From: "Ananyev, Konstantin" <konstantin.ananyev@intel.com>
To: Zoltan Kiss <zoltan.kiss@linaro.org>, "dev@dpdk.org" <dev@dpdk.org>
Subject: Re: [dpdk-dev] [PATCH] ixgbe: fix checking for tx_free_thresh
Date: Tue, 9 Jun 2015 11:18:12 +0000 [thread overview]
Message-ID: <2601191342CEEE43887BDE71AB97725821436355@irsmsx105.ger.corp.intel.com> (raw)
In-Reply-To: <556F3D80.3070904@linaro.org>
> -----Original Message-----
> From: Zoltan Kiss [mailto:zoltan.kiss@linaro.org]
> Sent: Wednesday, June 03, 2015 6:47 PM
> To: Ananyev, Konstantin; dev@dpdk.org
> Subject: Re: [dpdk-dev] [PATCH] ixgbe: fix checking for tx_free_thresh
>
>
>
> On 02/06/15 18:35, Ananyev, Konstantin wrote:
> >
> >
> >> -----Original Message-----
> >> From: Zoltan Kiss [mailto:zoltan.kiss@linaro.org]

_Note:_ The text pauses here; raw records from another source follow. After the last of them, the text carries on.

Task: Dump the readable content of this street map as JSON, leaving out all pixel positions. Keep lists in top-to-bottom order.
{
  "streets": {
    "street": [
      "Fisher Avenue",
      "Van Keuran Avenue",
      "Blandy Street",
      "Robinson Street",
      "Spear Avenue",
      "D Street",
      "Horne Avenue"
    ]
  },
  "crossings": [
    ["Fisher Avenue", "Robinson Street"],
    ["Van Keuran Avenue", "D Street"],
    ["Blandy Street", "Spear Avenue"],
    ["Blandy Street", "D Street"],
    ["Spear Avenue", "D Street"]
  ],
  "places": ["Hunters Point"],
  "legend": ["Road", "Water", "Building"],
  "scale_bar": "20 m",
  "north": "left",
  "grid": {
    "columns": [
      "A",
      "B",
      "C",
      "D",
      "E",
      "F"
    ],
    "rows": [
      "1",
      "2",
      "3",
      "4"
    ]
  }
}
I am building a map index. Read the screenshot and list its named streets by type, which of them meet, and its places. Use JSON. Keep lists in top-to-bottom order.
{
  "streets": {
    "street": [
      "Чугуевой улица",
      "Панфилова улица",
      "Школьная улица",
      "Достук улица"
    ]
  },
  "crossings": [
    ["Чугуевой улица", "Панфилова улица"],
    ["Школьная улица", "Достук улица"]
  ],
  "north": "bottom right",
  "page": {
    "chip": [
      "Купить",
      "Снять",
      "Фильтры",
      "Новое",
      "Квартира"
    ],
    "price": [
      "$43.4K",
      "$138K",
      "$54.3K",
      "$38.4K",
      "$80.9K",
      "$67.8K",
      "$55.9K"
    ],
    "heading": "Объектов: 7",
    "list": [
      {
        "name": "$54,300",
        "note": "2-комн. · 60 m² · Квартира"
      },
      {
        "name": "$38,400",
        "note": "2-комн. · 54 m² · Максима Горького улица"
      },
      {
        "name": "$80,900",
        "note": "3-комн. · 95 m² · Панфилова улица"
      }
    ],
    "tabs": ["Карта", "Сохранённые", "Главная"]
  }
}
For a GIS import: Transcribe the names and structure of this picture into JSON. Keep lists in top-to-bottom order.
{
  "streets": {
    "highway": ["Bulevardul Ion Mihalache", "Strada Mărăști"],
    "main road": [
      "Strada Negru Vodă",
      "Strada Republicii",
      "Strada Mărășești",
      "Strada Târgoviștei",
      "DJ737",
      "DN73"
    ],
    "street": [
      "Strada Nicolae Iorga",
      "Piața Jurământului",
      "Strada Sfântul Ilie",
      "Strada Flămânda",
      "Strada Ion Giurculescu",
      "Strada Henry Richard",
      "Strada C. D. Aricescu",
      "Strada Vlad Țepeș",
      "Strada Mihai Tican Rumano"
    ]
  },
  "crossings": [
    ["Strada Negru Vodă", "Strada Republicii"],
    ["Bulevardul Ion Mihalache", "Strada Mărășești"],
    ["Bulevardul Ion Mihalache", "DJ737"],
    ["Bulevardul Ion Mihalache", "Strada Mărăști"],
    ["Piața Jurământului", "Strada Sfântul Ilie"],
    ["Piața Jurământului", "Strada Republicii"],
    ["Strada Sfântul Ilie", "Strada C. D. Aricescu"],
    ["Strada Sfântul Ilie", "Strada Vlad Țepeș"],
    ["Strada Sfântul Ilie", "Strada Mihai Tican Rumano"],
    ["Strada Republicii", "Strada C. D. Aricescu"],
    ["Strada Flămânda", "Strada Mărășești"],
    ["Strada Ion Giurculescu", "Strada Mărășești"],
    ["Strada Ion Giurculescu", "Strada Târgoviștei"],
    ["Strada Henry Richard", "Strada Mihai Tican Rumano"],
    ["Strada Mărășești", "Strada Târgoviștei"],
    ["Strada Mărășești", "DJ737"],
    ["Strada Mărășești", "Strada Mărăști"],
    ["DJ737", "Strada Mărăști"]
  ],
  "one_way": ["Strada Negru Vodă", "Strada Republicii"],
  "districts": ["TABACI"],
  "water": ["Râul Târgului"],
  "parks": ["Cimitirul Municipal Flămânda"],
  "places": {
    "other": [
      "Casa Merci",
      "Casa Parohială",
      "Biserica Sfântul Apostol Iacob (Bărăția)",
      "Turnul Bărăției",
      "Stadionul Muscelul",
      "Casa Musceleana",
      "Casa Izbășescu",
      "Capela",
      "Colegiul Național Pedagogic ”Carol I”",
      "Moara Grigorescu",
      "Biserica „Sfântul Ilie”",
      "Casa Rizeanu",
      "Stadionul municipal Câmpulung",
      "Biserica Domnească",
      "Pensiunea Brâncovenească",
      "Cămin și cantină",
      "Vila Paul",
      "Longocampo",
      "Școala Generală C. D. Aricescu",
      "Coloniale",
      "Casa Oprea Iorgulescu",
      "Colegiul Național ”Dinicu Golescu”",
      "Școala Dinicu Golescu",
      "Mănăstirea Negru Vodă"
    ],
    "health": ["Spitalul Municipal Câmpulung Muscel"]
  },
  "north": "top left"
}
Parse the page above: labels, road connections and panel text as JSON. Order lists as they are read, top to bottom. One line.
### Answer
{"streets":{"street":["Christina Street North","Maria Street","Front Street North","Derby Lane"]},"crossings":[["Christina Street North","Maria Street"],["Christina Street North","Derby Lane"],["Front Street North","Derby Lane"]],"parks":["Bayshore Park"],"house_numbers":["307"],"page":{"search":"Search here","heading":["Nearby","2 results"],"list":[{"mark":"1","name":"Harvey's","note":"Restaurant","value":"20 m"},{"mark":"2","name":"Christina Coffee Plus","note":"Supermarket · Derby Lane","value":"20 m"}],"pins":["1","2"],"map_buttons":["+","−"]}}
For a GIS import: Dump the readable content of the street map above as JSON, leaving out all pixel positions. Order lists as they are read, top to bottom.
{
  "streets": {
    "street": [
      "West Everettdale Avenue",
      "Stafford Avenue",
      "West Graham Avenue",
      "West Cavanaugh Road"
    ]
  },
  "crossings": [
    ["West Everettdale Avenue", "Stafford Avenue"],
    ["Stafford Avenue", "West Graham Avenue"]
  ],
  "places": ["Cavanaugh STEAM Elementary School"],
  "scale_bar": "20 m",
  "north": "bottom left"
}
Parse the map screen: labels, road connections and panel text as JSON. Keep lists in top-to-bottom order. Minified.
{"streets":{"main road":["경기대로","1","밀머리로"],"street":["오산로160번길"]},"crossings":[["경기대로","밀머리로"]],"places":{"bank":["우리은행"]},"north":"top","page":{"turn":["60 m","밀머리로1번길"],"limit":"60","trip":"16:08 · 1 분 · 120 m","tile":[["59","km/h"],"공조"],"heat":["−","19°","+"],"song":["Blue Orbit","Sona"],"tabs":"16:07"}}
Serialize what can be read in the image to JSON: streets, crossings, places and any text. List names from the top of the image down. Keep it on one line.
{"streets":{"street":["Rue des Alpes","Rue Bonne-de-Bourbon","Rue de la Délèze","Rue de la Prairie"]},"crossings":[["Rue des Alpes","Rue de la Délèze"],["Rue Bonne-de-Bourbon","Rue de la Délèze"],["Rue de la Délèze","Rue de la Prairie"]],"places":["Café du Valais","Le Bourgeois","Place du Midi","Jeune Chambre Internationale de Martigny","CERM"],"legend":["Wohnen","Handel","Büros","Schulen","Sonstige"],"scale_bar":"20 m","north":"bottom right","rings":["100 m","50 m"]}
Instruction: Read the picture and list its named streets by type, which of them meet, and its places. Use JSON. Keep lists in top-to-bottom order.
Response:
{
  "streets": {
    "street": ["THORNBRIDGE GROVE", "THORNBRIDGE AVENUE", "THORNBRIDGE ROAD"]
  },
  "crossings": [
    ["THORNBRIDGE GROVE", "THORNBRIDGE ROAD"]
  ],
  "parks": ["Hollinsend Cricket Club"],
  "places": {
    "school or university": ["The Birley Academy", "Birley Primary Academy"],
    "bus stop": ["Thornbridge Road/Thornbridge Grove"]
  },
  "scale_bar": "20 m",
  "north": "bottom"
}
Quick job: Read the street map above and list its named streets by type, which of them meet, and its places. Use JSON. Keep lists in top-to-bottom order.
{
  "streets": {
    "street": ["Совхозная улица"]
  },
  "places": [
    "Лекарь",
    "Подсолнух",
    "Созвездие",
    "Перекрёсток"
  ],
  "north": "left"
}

> >> Sent: Tuesday, June 02, 2015 4:08 PM
> >> To: Ananyev, Konstantin; dev@dpdk.org
> >> Subject: Re: [dpdk-dev] [PATCH] ixgbe: fix checking for tx_free_thresh
> >>
> >>
> >>
> >> On 02/06/15 14:31, Ananyev, Konstantin wrote:
> >>> Hi Zoltan,
> >>>
> >>>> -----Original Message-----
> >>>> From: dev [mailto:dev-bounces@dpdk.org] On Behalf Of Zoltan Kiss
> >>>> Sent: Monday, June 01, 2015 5:16 PM
> >>>> To: dev@dpdk.org
> >>>> Subject: Re: [dpdk-dev] [PATCH] ixgbe: fix checking for tx_free_thresh
> >>>>
> >>>> Hi,
> >>>>
> >>>> Anyone would like to review this patch? Venky sent a NAK, but I've
> >>>> explained to him why it is a bug.
> >>>
> >>>
> >>> Well, I think Venky is right here.
> >> I think the comments above rte_eth_tx_burst() definition are quite clear
> >> about what tx_free_thresh means, e1000 and i40e use it that way, but not
> >> ixgbe.
> >>
> >>> Indeed that fix, will cause more often unsuccessful checks for DD bits and might cause a
> >>> slowdown for TX fast-path.
> >> Not if the applications set tx_free_thresh according to the definition
> >> of this value. But we can change the default value from 32 to something
> >> higher, e.g I'm using nb_desc/2, and it works out well.
> >
> > Sure we can, as I said below, we can unify it one way or another.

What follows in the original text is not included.